Джефф пристально посмотрел на Меланкту.
— Вот, значит, как ты обо всем этом говоришь, когда даешь себе труд подумать, да, Меланкта? Ну, что ж, Меланкта, если именно это и есть у тебя, Меланкта, за душой, то больше мне тебе сказать нечего.
И Джефф едва не рассмеялся ей прямо в лицо, а потом повернулся, чтобы взять пальто и шляпу и уйти от нее навсегда.
Меланкта уронила голову, закрыла лицо ладонями, и ее стала бить дрожь, изнутри и снаружи. Джефф остановился и грустно, очень грустно на нее посмотрел. Джефф не мог так вот сразу взять и бросить ее.
— Вот теперь я точно сойду с ума, на этот раз как пить дать, — простонала Меланкта, вся такая несчастная, и беззащитная, и убитая горем, все вместе.
Джефф подошел и обнял ее, и прижал к себе. Джефф был с ней очень ласков, но ни у него, ни у нее на душе теперь не было так легко и спокойно, как когда-то, когда они были вместе.
И с этих пор жизнь для Джеффа превратилась в самую настоящую пытку.
А вдруг Меланкта и впрямь в ту ночь сказала ему правду? А он и впрямь единственный виновник всех бед? А вдруг он и впрямь урод от рождения и ничего ни в чем не понимает? Спал Джефф или бодрствовал, пытка у него внутри продолжалась.

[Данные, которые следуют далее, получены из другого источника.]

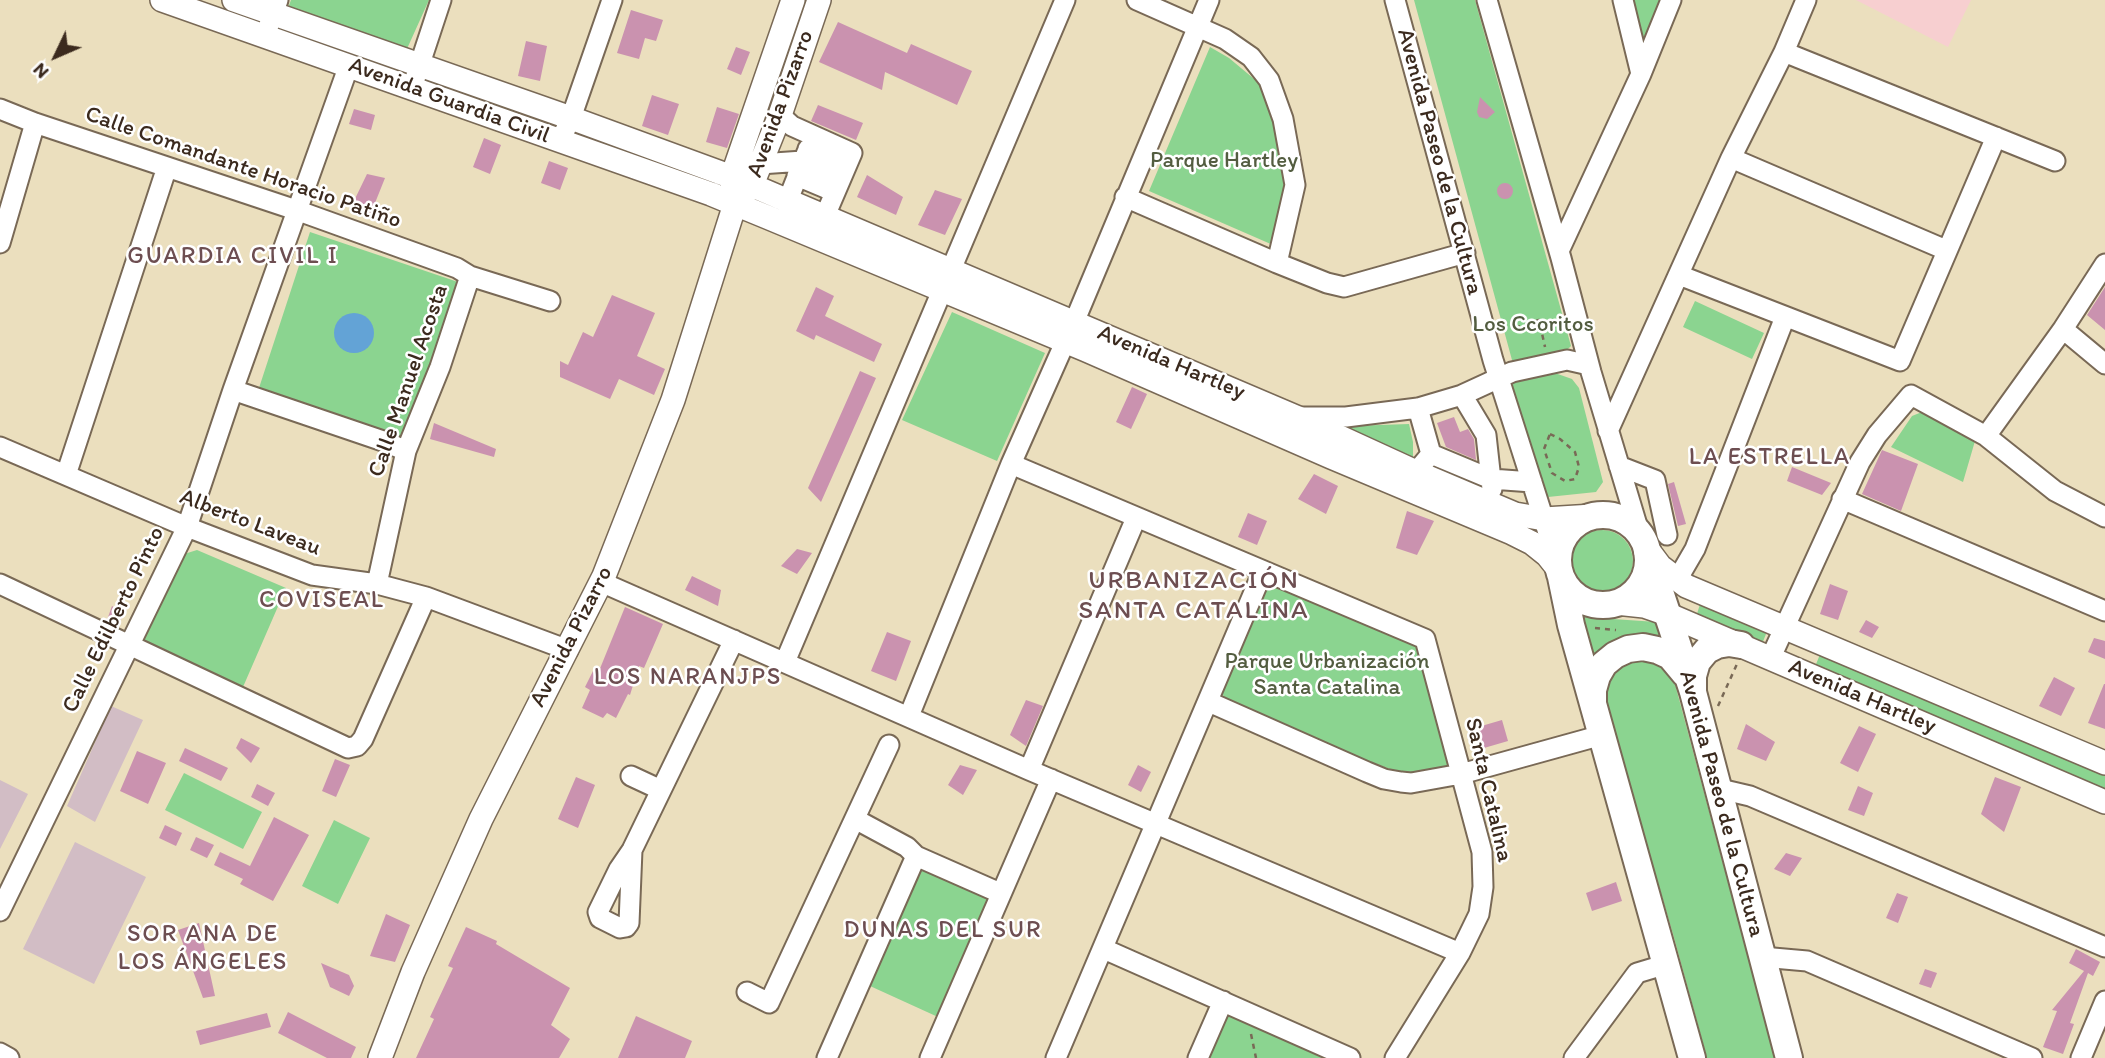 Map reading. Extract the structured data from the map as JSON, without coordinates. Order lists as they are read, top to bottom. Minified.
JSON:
{"streets":{"highway":["Avenida Paseo de la Cultura"],"main road":["Avenida Guardia Civil","Avenida Pizarro","Avenida Hartley"],"street":["Calle Comandante Horacio Patiño","Calle Manuel Acosta","Alberto Laveau","Calle Edilberto Pinto","Santa Catalina"]},"crossings":[["Avenida Guardia Civil","Avenida Pizarro"],["Avenida Guardia Civil","Avenida Hartley"],["Avenida Guardia Civil","Calle Edilberto Pinto"],["Avenida Pizarro","Avenida Hartley"],["Avenida Pizarro","Alberto Laveau"],["Avenida Paseo de la Cultura","Avenida Hartley"],["Calle Comandante Horacio Patiño","Calle Manuel Acosta"],["Calle Comandante Horacio Patiño","Calle Edilberto Pinto"],["Calle Manuel Acosta","Alberto Laveau"],["Alberto Laveau","Calle Edilberto Pinto"]],"districts":["GUARDIA CIVIL I","LA ESTRELLA","URBANIZACIÓN SANTA CATALINA","COVISEAL","LOS NARANJPS","DUNAS DEL SUR","SOR ANA DE LOS ÁNGELES"],"parks":["Parque Hartley","Los Ccoritos","Parque Urbanización Santa Catalina"],"north":"bottom left"} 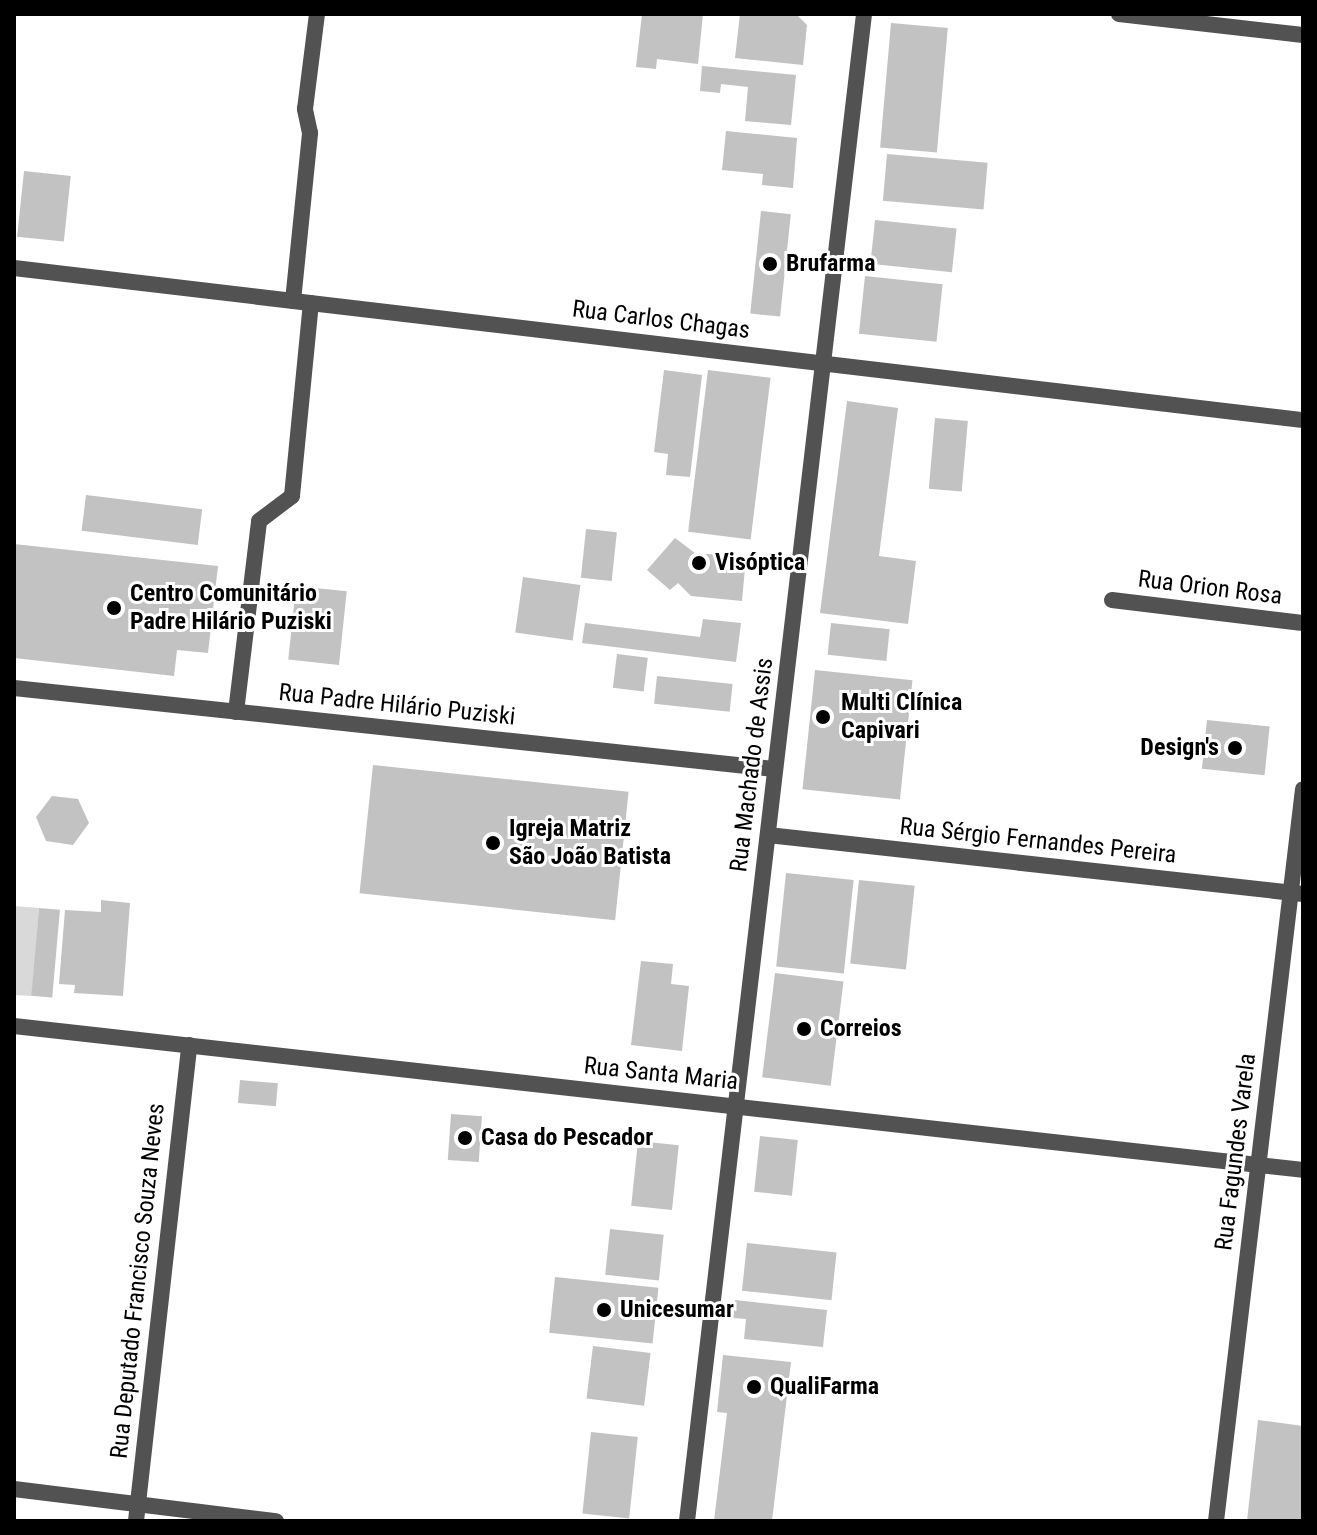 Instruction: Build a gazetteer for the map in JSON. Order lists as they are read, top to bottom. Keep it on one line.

Джефф теперь вообще понятия не имел, что ему думать и чувствовать. Он даже не знал, с какого конца взяться, чтобы распутать весь тот узел, который затянулся у него в душе и мешал. Он просто чувствовал, что у него внутри идет постоянная борьба, и еще постоянное чувство обиды, и он постоянно уверен в том, что да нет же, конечно, Меланкта была совсем неправа, когда такое ему сказала, а потом вдруг возникает такое чувство, что а вдруг с ним с самого начала что-то было не так, и он просто не понимал и не понимает, что к чему. А потом приходило сильное такое и сладостное ощущение нежности к Меланкте, и как она его любит, и просто ненависть какая-то к самому себе за то, как медленно все и всегда, любое чувство, до него доходит.
Джефф все это время знал, что Меланкта, конечно же, была неправа, когда ему такое сказала, но Меланкта неизменно пробуждала в нем глубокое и сладкое чувство, и так ему не повезло, и вечно с ним так, что любое чувство доходит до него очень медленно, да и то через пень-колоду. Джефф знал, что Меланкта неправа, но при этом постоянно мучился сомнениями. Как он может об этом судить, если чувства в нем такие медленные? Как он может об этом судить, если всегда и до всего привык доходить одной только головой? Как он может об этом судить, если Меланкте столько времени пришлось с ним возиться, чтобы научить его, что такое настоящая любовь? Так что для Джеффа с этих пор жизнь превратилась в самую настоящую пытку.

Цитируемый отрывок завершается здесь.